------ DATASET EXCERPTS

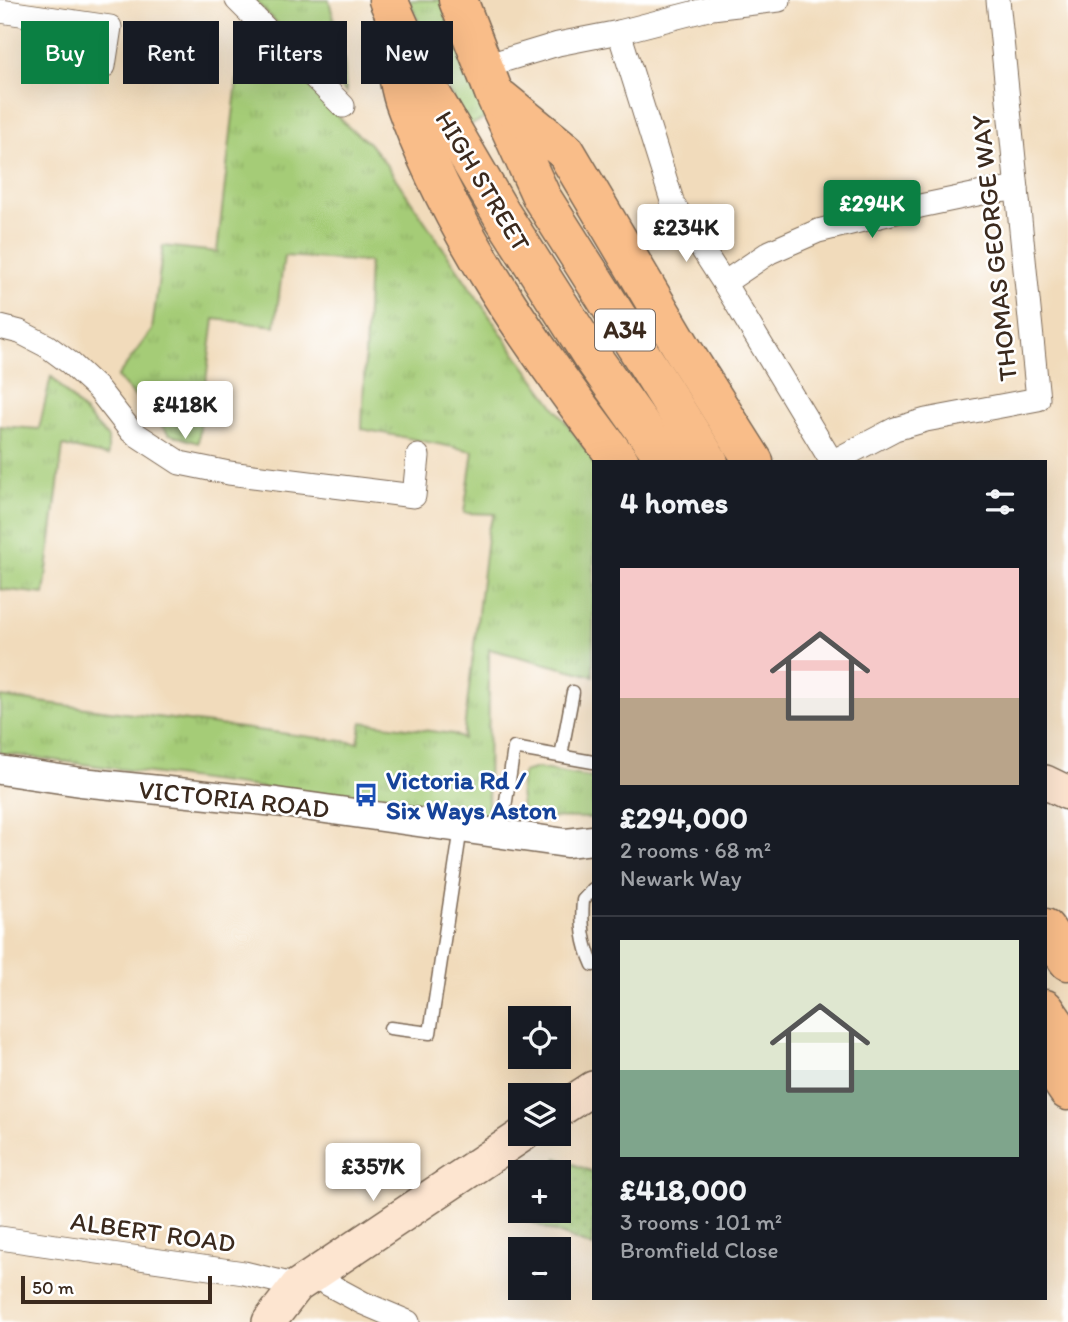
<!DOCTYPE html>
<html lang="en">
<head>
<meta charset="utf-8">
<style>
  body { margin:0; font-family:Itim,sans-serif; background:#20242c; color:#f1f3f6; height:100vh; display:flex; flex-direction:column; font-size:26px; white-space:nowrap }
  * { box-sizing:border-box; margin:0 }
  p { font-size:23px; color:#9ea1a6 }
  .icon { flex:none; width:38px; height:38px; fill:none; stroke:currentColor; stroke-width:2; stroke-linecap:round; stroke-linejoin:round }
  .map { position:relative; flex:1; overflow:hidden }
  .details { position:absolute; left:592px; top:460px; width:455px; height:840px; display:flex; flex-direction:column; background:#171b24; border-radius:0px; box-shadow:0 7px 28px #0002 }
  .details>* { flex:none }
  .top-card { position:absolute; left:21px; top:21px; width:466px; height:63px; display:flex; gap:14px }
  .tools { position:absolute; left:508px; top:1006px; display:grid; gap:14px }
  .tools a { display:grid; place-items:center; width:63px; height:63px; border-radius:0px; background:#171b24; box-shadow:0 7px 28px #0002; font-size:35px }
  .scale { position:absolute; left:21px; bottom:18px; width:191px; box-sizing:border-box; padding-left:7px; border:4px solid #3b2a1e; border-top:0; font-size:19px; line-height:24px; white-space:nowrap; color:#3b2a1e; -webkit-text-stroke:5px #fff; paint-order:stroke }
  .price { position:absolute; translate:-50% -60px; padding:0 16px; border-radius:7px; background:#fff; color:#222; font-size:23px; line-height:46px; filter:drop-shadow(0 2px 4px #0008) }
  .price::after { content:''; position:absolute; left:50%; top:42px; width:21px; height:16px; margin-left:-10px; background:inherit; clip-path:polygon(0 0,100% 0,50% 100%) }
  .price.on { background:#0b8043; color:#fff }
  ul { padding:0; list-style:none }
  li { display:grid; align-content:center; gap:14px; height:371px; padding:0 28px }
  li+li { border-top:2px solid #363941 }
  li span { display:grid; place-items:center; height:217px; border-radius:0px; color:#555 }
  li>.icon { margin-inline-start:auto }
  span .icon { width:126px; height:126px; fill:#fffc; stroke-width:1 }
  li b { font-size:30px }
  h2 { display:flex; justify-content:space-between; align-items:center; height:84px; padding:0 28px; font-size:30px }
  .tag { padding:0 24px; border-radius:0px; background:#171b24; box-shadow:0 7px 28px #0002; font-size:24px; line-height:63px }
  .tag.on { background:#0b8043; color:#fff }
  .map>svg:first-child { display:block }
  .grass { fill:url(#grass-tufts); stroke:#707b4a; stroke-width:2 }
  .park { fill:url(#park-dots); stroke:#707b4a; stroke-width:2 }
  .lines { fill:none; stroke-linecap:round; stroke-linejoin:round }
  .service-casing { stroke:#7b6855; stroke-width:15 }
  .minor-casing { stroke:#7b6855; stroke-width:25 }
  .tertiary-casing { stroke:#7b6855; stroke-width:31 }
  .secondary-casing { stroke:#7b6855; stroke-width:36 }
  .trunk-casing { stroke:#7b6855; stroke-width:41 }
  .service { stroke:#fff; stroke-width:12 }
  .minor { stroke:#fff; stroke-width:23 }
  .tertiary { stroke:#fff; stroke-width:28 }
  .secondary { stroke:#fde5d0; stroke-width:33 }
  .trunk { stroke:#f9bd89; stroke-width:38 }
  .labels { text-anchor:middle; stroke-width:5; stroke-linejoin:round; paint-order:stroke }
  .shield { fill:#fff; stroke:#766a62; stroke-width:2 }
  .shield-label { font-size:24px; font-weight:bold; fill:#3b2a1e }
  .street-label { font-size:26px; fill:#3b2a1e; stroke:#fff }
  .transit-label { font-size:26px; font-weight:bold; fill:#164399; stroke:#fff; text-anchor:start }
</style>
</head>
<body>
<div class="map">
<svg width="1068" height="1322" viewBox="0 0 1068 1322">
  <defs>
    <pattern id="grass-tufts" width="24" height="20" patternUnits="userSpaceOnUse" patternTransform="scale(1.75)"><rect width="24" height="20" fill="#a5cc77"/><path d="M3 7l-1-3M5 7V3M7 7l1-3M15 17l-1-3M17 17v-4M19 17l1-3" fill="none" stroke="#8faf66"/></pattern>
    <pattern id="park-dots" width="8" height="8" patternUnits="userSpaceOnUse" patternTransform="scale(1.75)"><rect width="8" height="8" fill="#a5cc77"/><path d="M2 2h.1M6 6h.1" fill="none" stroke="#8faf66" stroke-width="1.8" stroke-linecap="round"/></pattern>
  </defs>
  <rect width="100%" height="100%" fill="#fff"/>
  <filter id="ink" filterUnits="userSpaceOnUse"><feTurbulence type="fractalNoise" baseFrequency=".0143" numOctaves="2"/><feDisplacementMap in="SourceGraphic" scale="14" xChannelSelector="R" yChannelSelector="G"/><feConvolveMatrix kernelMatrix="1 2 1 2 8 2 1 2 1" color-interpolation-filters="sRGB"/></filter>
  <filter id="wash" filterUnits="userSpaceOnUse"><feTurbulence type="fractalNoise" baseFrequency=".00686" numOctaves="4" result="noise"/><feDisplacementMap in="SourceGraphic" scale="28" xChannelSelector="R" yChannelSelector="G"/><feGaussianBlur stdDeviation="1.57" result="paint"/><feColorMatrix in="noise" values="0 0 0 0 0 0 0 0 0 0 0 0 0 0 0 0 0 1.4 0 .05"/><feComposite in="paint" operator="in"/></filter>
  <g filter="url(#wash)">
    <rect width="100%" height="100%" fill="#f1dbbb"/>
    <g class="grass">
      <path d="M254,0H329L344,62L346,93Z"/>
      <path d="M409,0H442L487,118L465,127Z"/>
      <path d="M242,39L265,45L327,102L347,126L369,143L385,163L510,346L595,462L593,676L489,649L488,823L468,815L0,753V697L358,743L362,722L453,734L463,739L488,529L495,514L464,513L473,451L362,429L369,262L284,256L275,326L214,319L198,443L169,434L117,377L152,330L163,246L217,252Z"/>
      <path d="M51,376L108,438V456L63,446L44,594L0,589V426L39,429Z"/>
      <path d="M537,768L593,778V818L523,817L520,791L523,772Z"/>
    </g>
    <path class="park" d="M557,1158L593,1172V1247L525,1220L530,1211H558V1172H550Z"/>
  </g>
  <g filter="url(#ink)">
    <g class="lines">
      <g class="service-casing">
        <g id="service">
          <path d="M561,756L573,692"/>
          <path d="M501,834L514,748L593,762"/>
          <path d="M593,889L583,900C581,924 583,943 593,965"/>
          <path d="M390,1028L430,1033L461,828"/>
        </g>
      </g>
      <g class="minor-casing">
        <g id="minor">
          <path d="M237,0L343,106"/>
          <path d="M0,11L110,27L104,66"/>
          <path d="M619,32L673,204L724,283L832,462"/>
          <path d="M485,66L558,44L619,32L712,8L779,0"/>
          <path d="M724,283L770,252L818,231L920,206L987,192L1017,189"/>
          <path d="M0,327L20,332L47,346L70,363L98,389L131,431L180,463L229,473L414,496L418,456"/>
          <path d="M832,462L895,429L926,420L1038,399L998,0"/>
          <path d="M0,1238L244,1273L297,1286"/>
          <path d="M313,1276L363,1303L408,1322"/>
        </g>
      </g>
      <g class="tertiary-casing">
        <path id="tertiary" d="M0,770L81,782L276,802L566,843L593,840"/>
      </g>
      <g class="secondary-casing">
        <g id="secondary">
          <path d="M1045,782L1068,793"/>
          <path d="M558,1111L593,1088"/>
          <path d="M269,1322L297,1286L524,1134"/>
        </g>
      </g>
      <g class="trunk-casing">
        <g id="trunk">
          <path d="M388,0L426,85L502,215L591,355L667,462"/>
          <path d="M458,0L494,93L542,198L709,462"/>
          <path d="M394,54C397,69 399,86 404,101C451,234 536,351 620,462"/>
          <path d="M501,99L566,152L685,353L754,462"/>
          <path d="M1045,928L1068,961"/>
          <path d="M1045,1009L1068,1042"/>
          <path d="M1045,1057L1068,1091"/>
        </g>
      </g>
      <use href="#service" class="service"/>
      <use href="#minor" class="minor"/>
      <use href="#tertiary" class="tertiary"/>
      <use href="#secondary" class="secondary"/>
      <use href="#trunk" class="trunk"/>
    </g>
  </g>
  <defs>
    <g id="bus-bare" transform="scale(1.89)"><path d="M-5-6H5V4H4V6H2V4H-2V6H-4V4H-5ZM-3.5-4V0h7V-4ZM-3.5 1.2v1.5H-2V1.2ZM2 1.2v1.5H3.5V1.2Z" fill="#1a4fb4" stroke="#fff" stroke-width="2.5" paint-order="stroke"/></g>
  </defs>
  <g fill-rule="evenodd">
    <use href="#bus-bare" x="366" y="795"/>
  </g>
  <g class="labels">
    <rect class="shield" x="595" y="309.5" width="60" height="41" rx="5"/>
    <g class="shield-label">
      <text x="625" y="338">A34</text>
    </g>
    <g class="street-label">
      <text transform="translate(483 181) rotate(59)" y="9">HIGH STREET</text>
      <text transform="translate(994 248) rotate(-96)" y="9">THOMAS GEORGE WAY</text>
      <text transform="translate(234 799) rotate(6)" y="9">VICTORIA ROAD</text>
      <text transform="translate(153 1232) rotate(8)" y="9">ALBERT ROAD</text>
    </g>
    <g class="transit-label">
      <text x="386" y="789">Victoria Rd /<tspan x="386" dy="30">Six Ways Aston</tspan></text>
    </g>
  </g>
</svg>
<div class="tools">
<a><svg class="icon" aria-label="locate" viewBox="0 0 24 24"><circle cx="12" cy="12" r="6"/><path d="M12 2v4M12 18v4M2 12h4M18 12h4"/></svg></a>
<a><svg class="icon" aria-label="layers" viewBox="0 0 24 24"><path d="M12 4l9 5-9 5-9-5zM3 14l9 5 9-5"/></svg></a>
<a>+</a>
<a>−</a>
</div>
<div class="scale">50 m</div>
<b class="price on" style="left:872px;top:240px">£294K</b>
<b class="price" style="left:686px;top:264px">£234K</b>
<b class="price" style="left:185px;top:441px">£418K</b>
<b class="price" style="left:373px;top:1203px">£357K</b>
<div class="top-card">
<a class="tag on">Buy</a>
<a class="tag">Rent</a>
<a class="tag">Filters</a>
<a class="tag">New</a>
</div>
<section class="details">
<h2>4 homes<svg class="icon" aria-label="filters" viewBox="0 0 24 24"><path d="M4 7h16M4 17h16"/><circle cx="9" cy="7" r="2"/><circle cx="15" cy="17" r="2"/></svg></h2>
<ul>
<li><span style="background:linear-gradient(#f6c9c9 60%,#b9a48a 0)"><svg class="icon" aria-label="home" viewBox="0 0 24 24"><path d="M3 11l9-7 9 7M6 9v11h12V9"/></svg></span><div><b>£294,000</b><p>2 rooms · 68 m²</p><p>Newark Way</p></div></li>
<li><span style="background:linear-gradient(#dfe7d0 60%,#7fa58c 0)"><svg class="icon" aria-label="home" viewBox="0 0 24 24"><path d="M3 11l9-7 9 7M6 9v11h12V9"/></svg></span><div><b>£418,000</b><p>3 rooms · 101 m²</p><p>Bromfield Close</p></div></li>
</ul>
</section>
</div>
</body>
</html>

------------

WORK ORDER >>
In the records above, find the line containing "width:126px; height:126px; fill:#fffc;" and output every line from the first through that one, exactly, omitting pictures.

ANSWER FOR THE TASK >>
<!DOCTYPE html>
<html lang="en">
<head>
<meta charset="utf-8">
<style>
  body { margin:0; font-family:Itim,sans-serif; background:#20242c; color:#f1f3f6; height:100vh; display:flex; flex-direction:column; font-size:26px; white-space:nowrap }
  * { box-sizing:border-box; margin:0 }
  p { font-size:23px; color:#9ea1a6 }
  .icon { flex:none; width:38px; height:38px; fill:none; stroke:currentColor; stroke-width:2; stroke-linecap:round; stroke-linejoin:round }
  .map { position:relative; flex:1; overflow:hidden }
  .details { position:absolute; left:592px; top:460px; width:455px; height:840px; display:flex; flex-direction:column; background:#171b24; border-radius:0px; box-shadow:0 7px 28px #0002 }
  .details>* { flex:none }
  .top-card { position:absolute; left:21px; top:21px; width:466px; height:63px; display:flex; gap:14px }
  .tools { position:absolute; left:508px; top:1006px; display:grid; gap:14px }
  .tools a { display:grid; place-items:center; width:63px; height:63px; border-radius:0px; background:#171b24; box-shadow:0 7px 28px #0002; font-size:35px }
  .scale { position:absolute; left:21px; bottom:18px; width:191px; box-sizing:border-box; padding-left:7px; border:4px solid #3b2a1e; border-top:0; font-size:19px; line-height:24px; white-space:nowrap; color:#3b2a1e; -webkit-text-stroke:5px #fff; paint-order:stroke }
  .price { position:absolute; translate:-50% -60px; padding:0 16px; border-radius:7px; background:#fff; color:#222; font-size:23px; line-height:46px; filter:drop-shadow(0 2px 4px #0008) }
  .price::after { content:''; position:absolute; left:50%; top:42px; width:21px; height:16px; margin-left:-10px; background:inherit; clip-path:polygon(0 0,100% 0,50% 100%) }
  .price.on { background:#0b8043; color:#fff }
  ul { padding:0; list-style:none }
  li { display:grid; align-content:center; gap:14px; height:371px; padding:0 28px }
  li+li { border-top:2px solid #363941 }
  li span { display:grid; place-items:center; height:217px; border-radius:0px; color:#555 }
  li>.icon { margin-inline-start:auto }
  span .icon { width:126px; height:126px; fill:#fffc; stroke-width:1 }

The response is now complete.